The astrometric reduction is launched either with the `-m` (or `--astromatic`), `-n` (or `--astrometrynet), or `--sex`, `--psfex`, `--sexagain` and `--scamp`) options, depending on how far you would like to take the reduction:
- Using `-m` (or `--astromatic`) is equivalent to setting all options `--sex`, `--psfex`, `--sexagain` and `--scamp`
- Using `--sex` runs the `SExtractor` program on all auxiliary files and places the results (source catalogs, etc.) in the `SEXRES/` folder, as in the flowchart.
- Using `--psfex` (which implies `--sex`) runs the `PSFEx` program on the auxiliary images with `SExtractor`'s results to produce PSF-related data in the `PSFRES/` folder.
- Using `--sexagain` (which implies `--psfex`) runs `SExtractor` a second time on the auxiliary images, but using the PSF data from the `PSFEx` run. This updates the results in `SEXRES/`.
- Finally, using `--scamp` (which implies `--sex`) runs `SCAMP` to perform the astrometric reduction on the auxiliary images, using the source catalogs from `SEXRES/` and data on remote servers.
- Alternatively to the Astromatic suite, you may use the astrometry.net capabilities by using the `-n` (or `--astrometrynet) option. This will run first the SExtractor software and send the sources found to the astrometry.net server for astrometric reduction.

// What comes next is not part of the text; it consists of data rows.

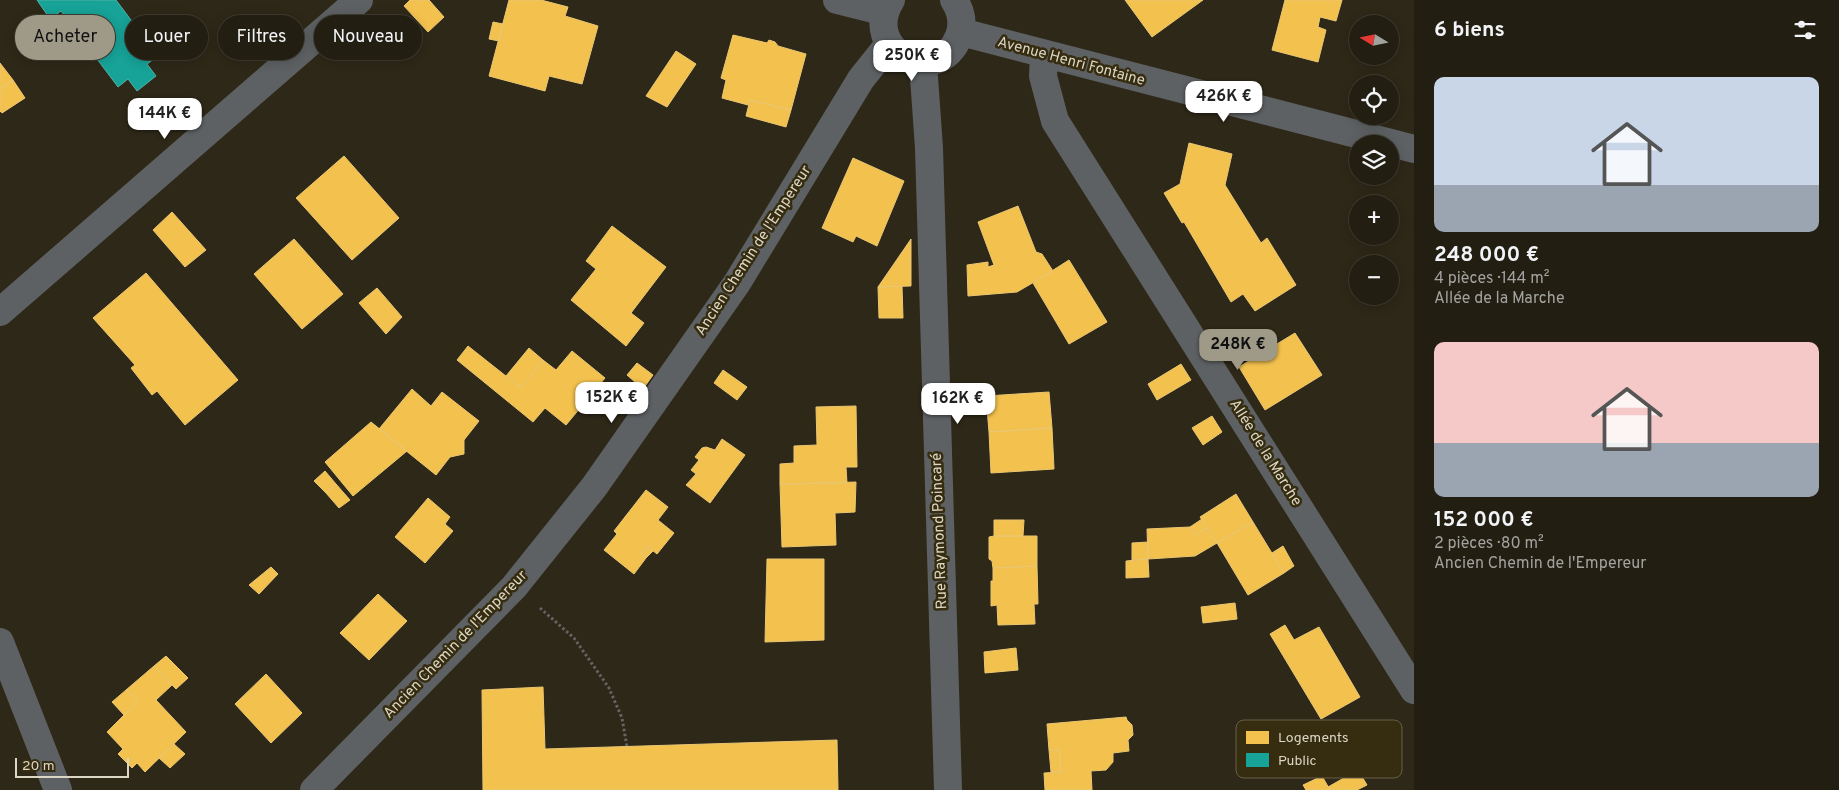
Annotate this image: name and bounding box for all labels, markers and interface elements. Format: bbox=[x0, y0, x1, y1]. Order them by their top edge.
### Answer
chip: Acheter bbox=[15, 15, 115, 60]
chip: Louer bbox=[125, 15, 208, 60]
chip: Filtres bbox=[218, 15, 304, 60]
chip: Nouveau bbox=[314, 15, 422, 60]
north arrow bbox=[1349, 15, 1399, 65]
map controls bbox=[1349, 15, 1399, 305]
icon: filters bbox=[1791, 16, 1819, 44]
text: 6 biens bbox=[1434, 17, 1505, 44]
street label: Avenue Henri Fontaine bbox=[995, 33, 1147, 91]
pin: 250K € bbox=[871, 39, 953, 82]
text: 250K € bbox=[884, 46, 940, 66]
button: locate bbox=[1349, 75, 1399, 125]
pin: 426K € bbox=[1183, 80, 1265, 123]
text: 426K € bbox=[1196, 87, 1252, 107]
pin: 144K € bbox=[124, 98, 206, 140]
text: 144K € bbox=[139, 104, 191, 124]
icon: home bbox=[1582, 109, 1672, 199]
button: layers bbox=[1349, 135, 1399, 185]
street label: Ancien Chemin de l'Empereur bbox=[692, 162, 816, 340]
button: + bbox=[1349, 195, 1399, 245]
text: 248 000 € bbox=[1434, 242, 1539, 269]
button: − bbox=[1349, 255, 1399, 305]
text: 4 pièces · 144 m² bbox=[1434, 269, 1550, 289]
text: Allée de la Marche bbox=[1434, 289, 1565, 309]
pin: 248K € bbox=[1197, 328, 1279, 371]
text: 248K € bbox=[1210, 335, 1266, 355]
icon: home bbox=[1582, 374, 1672, 464]
pin: 152K € bbox=[571, 382, 653, 424]
pin: 162K € bbox=[917, 382, 999, 425]
text: 152K € bbox=[586, 388, 638, 408]
text: 162K € bbox=[932, 389, 984, 409]
street label: Allée de la Marche bbox=[1224, 396, 1306, 510]
street label: Rue Raymond Poincaré bbox=[928, 452, 952, 610]
text: 152 000 € bbox=[1434, 507, 1534, 534]
text: 2 pièces · 80 m² bbox=[1434, 534, 1544, 554]
text: Ancien Chemin de l'Empereur bbox=[1434, 554, 1647, 574]
street label: Ancien Chemin de l'Empereur bbox=[380, 567, 532, 723]
legend bbox=[1236, 720, 1402, 778]
text: Logements bbox=[1278, 730, 1349, 747]
text: Public bbox=[1278, 753, 1317, 770]
scale bar bbox=[15, 755, 129, 778]
text: 20 m bbox=[22, 758, 55, 775]

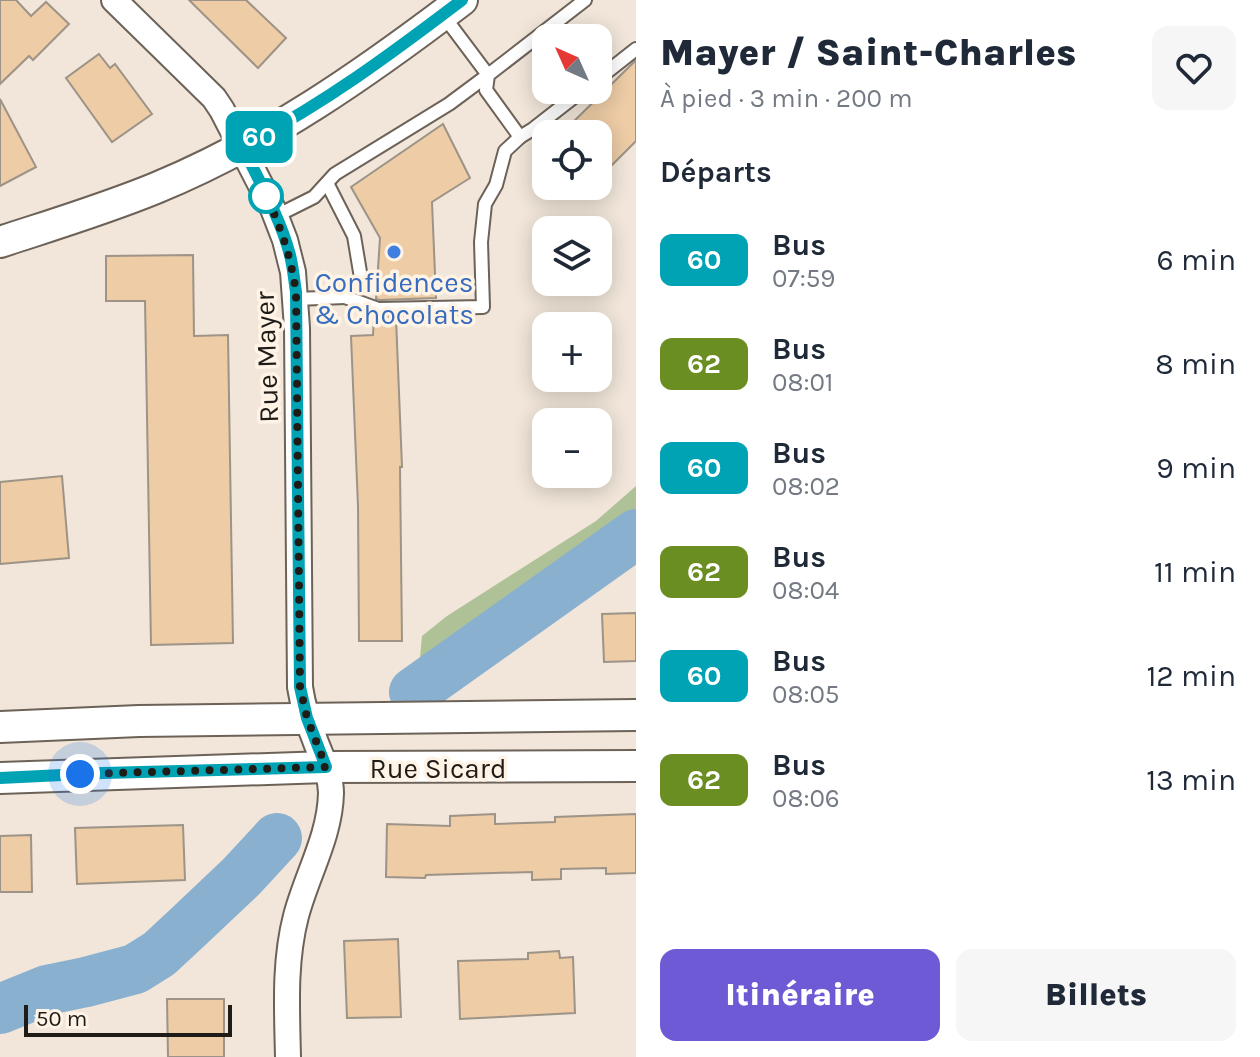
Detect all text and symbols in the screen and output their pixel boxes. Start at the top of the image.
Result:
north arrow [532,24,612,104]
map controls [532,24,612,488]
button: heart [1152,26,1236,110]
text: Mayer / Saint-Charles [660,30,1076,75]
text: À pied · 3 min · 200 m [660,83,913,114]
line badge: 60 [223,111,295,163]
text: 60 [242,120,276,153]
button: locate [532,120,612,200]
text: Départs [660,154,772,190]
unlabelled marker [249,179,283,213]
button: layers [532,216,612,296]
text: Bus [772,227,826,263]
text: 6 min [1157,242,1236,278]
marker: Confidences & Chocolats [385,243,403,261]
text: 60 [687,243,721,276]
text: 07:59 [772,263,835,294]
place label: Confidences & Chocolats [314,266,474,331]
street label: Rue Mayer [248,290,285,423]
button: + [532,312,612,392]
text: Bus [772,331,826,367]
text: 8 min [1155,346,1236,382]
text: 62 [687,347,721,380]
text: 08:01 [772,367,833,398]
button: − [532,408,612,488]
text: Bus [772,435,826,471]
text: 9 min [1156,450,1236,486]
text: 60 [687,451,721,484]
text: 08:02 [772,471,840,502]
text: Bus [772,539,826,575]
text: 11 min [1154,554,1236,590]
text: 62 [687,555,721,588]
text: 08:04 [772,575,839,606]
text: Bus [772,643,826,679]
text: 12 min [1146,658,1236,694]
text: 60 [687,659,721,692]
text: 08:05 [772,679,840,710]
text: Bus [772,747,826,783]
street label: Rue Sicard [370,752,506,785]
your location [60,754,100,794]
text: 13 min [1146,762,1236,798]
text: 62 [687,763,721,796]
text: 08:06 [772,783,840,814]
button: Itinéraire [660,949,940,1041]
button: Billets [956,949,1236,1041]
scale bar [24,1001,232,1037]
text: 50 m [36,1006,87,1032]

The resulting header is put into the output images.

>If the `--scamp` option was used, the final astrometrically reduced files with updated headers can be found in `reduced/` after run.

- Alternatively to the Astromatic suite, you may use the astrometry.net capabilities by using the `-n` (or `--astrometrynet`) option. This will run first the SExtractor software and send the sources found to the astrometry.net server for astrometric reduction. The resulting header is put into the output images, found in the `reduced/` directory.


__Note:__ `astro_reduce` ships with all configuration files for the astrometric reduction of the OHP T120 telescope camera, you need not provide them. Astrometry is also performed on the stacked images.

## Enhancing `astro_reduce`

### How can I add an option to `astro_reduce`?

The project uses the [Click](https://palletsprojects.com/p/click/) Python package to handle the CLI options. To add an option, follow these steps:
1. Add a `@click.option` decorator to the `cli` function defined in `astro_reduce.py`. This allows to define the option's command-line flag, its short version and its help sentence. You can take inspiration from the existing options;
2. The previous step will define a argument to the `cli` function, with exactly the spelling of the CLI's flag; You must add this argument to the signature of the `cli` function;
3. So that the listing of current options in the welcome message continues to work properly, you must add the option to the `OPT_LIST` in `helpers.py`;
4. If the option extends the astrometric reduction capabilities of `astro_reduce`, please also add the option to the `ASTROMATIC_LIST` in `helpers.py`.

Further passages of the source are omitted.